Hadoop is an open source- software framework from Apache that is designed for massive data handling. Apache Hadoop is a set of algorithms (an open-source software framework) for distributed storage and distributed processing of very large data sets (Big Data) on computer clusters built from commodity hardware. All the modules in Hadoop are designed with a fundamental assumption that hardware failures (of individual machines, or racks of machines) are commonplace and thus should be automatically handled in software by the framework.

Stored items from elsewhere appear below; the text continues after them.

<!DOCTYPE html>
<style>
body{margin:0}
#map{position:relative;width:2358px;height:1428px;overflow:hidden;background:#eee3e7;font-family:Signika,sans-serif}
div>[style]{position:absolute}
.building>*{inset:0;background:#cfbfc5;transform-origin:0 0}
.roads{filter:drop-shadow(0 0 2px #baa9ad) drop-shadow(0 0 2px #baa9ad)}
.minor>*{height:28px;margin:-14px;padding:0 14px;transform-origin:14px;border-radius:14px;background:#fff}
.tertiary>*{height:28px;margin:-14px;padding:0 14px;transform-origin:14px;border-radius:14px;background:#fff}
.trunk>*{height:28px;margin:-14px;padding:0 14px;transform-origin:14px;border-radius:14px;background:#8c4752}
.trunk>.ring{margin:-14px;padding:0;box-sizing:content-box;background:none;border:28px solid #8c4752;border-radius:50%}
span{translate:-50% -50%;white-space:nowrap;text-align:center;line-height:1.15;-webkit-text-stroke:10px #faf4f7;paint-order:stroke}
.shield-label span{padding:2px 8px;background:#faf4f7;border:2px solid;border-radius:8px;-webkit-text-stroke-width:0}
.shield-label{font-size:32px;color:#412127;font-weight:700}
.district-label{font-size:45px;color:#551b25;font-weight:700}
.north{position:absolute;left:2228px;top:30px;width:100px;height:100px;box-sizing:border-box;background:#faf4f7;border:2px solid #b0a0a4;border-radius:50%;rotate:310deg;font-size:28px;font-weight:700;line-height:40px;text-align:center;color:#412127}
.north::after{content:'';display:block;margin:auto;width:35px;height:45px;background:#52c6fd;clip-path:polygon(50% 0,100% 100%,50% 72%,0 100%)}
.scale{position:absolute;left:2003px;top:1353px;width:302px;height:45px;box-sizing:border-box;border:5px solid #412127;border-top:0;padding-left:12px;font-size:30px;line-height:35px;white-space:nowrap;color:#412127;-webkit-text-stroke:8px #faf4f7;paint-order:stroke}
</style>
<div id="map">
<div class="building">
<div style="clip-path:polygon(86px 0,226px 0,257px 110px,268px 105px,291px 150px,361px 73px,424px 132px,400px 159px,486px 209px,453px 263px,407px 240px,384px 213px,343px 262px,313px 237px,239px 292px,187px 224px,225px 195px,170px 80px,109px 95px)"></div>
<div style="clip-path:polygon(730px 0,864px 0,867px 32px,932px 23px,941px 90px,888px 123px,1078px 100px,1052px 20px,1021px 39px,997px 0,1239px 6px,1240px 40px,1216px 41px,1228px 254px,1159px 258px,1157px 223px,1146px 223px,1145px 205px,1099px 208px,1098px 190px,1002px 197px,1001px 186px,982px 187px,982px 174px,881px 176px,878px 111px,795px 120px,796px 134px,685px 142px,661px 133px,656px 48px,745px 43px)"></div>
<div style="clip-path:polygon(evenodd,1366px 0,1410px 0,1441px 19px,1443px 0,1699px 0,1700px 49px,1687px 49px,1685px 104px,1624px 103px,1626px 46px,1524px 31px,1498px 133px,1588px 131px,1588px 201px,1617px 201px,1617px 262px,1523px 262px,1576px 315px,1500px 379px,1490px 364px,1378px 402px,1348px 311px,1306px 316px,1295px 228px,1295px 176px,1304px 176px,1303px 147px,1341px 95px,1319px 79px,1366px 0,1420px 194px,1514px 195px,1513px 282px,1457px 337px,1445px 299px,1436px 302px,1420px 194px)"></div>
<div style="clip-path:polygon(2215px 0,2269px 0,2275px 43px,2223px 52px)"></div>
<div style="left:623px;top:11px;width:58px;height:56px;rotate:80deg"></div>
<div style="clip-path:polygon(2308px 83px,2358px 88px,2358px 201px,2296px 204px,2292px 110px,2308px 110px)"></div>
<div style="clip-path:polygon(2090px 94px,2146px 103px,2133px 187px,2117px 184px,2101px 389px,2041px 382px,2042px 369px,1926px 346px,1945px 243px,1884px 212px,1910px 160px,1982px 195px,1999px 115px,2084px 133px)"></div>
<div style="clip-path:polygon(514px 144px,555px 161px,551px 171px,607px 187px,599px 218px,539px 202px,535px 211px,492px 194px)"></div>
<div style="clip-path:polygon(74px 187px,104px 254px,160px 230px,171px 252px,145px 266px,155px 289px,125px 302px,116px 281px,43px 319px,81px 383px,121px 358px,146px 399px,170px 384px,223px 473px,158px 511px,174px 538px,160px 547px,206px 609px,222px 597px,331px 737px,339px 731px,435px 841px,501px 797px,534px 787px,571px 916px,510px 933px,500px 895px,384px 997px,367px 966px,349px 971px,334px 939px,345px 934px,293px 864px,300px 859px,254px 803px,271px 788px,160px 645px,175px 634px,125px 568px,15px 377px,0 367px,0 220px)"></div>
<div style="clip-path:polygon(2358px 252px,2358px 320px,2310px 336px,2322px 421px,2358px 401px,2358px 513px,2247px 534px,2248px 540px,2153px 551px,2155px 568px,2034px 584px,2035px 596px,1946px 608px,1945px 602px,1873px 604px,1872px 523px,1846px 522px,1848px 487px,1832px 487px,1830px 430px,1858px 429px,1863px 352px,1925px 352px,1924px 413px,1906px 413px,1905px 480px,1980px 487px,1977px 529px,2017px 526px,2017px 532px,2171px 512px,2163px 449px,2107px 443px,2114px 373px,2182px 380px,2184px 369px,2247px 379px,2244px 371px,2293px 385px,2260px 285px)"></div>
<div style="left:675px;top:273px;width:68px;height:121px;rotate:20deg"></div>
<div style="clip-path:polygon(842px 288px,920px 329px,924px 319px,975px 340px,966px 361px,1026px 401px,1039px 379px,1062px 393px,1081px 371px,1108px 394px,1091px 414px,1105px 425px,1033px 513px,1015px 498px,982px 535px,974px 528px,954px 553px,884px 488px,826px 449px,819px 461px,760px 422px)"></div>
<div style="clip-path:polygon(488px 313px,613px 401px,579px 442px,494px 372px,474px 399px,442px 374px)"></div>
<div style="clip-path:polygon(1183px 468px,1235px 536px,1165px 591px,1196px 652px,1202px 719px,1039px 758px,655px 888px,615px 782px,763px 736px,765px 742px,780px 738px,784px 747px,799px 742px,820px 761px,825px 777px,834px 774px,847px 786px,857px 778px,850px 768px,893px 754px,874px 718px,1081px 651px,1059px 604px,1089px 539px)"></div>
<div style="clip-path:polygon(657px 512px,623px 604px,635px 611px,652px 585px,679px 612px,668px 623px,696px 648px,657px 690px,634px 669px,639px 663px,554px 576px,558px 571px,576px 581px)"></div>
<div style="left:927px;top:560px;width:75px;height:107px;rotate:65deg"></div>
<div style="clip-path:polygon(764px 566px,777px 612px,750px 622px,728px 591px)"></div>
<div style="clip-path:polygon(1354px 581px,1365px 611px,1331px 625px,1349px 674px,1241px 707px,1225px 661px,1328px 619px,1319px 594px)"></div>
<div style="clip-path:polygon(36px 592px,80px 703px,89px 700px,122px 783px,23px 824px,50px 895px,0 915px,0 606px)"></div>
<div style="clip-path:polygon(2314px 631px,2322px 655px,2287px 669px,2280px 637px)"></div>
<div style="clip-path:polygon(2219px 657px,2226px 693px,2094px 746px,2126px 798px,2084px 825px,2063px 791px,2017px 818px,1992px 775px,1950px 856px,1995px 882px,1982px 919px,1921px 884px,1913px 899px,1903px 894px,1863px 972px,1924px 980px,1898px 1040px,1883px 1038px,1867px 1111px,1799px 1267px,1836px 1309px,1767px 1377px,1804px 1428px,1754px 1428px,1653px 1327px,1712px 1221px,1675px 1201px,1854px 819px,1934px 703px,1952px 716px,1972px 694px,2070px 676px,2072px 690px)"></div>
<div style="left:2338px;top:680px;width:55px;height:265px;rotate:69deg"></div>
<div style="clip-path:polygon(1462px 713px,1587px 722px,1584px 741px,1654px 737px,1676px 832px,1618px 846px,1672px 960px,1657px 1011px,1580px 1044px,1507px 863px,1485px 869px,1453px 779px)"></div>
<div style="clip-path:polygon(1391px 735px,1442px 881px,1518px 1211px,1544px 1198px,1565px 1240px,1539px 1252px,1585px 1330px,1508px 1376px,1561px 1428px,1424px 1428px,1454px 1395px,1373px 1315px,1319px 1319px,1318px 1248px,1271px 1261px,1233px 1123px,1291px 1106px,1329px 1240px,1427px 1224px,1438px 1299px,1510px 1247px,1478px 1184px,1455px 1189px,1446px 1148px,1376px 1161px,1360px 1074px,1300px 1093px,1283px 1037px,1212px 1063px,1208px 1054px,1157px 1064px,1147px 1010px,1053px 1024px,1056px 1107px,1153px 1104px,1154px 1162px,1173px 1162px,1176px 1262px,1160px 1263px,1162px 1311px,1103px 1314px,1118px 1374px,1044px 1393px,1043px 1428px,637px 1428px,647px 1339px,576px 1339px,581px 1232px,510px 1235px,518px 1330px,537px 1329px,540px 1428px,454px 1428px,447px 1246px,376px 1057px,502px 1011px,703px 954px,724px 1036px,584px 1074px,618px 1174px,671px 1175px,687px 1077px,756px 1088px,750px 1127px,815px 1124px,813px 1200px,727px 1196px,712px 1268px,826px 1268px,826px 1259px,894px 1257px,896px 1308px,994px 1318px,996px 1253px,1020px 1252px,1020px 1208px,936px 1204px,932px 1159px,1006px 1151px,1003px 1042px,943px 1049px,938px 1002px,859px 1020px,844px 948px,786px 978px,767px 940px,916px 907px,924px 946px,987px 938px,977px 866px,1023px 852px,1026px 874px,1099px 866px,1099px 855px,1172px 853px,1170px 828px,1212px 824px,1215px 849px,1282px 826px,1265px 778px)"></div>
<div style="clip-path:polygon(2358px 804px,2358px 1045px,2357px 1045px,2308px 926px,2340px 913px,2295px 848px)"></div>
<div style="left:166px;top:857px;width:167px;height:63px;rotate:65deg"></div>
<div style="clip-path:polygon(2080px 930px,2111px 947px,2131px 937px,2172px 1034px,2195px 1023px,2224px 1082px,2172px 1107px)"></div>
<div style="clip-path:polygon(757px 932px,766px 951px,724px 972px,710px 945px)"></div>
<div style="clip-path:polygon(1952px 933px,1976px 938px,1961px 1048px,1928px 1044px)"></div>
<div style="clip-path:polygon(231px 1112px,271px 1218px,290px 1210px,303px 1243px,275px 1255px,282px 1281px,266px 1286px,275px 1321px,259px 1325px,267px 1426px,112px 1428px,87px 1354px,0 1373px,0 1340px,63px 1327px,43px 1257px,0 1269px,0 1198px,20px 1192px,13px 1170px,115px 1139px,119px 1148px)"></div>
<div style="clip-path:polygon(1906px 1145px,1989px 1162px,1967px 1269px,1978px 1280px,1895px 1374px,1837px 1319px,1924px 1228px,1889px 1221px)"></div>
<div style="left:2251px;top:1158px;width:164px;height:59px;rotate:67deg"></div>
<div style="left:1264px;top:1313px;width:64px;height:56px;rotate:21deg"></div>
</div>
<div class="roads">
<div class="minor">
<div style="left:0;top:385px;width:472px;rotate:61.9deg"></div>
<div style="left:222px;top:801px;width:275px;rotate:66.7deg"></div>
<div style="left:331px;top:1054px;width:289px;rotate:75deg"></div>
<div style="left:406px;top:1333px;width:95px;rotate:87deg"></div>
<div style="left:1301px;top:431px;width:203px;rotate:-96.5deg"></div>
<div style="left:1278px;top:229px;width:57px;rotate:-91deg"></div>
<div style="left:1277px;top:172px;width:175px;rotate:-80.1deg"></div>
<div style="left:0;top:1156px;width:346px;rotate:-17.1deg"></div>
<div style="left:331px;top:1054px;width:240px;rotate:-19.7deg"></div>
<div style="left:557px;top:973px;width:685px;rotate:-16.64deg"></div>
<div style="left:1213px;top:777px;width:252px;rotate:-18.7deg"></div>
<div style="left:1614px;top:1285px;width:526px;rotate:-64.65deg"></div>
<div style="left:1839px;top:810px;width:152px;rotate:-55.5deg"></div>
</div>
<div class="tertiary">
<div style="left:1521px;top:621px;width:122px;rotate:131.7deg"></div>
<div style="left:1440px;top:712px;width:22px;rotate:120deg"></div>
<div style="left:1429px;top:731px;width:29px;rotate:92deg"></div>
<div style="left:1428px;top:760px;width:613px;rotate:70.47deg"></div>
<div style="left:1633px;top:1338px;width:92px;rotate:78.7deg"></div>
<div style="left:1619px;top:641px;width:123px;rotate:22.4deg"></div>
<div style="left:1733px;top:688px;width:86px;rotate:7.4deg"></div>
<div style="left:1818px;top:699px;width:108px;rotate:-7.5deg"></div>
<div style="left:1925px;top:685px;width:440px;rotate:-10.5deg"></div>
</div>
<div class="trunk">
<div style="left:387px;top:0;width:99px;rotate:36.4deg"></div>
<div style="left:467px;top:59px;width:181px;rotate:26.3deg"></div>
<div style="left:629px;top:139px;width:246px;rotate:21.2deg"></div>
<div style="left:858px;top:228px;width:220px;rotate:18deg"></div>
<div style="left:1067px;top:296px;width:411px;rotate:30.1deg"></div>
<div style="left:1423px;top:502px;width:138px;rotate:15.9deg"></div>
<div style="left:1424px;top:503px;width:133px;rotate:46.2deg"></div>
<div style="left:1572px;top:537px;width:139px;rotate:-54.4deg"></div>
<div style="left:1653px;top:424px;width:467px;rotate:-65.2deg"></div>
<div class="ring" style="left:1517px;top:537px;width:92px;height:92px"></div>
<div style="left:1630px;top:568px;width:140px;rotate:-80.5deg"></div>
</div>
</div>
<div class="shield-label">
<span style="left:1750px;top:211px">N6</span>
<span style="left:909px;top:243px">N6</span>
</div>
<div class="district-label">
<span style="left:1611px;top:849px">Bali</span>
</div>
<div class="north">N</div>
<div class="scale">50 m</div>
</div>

The core of Apache Hadoop consists of a storage part (Hadoop Distributed File System (HDFS)) and a processing part (MapReduce). Hadoop splits files into large blocks (default 64MB or 128MB) and distributes the blocks amongst the nodes in the cluster. To process the data, Hadoop Map/Reduce transfers code (specifically Jar files) to nodes that have the required data, which the nodes then process in parallel. This approach takes advantage of data locality to allow the data to be processed faster and more efficiently via distributed processing than by using a more conventional supercomputer architecture that relies on a parallel file system where computation and data are connected via high-speed networking.
Hadoop is
- designed for massive scale
- designed to run on commodity servers
- design to recover from failures
- parallel programming model
- designed to handle structured and unstructured data
- used by companies like Yahoo, Facebook, Ebay, Linkedin etc
Apache Hadoop is an open source software project that enables distributed processing of large data sets across clusters of commodity servers. It is designed to scale up from a single server to thousands of machines, with very high degree of fault tolerance. Rather than relying on high-end hardware, the resiliency of these clusters comes from the software's ability to detect and handle failures at the application layer.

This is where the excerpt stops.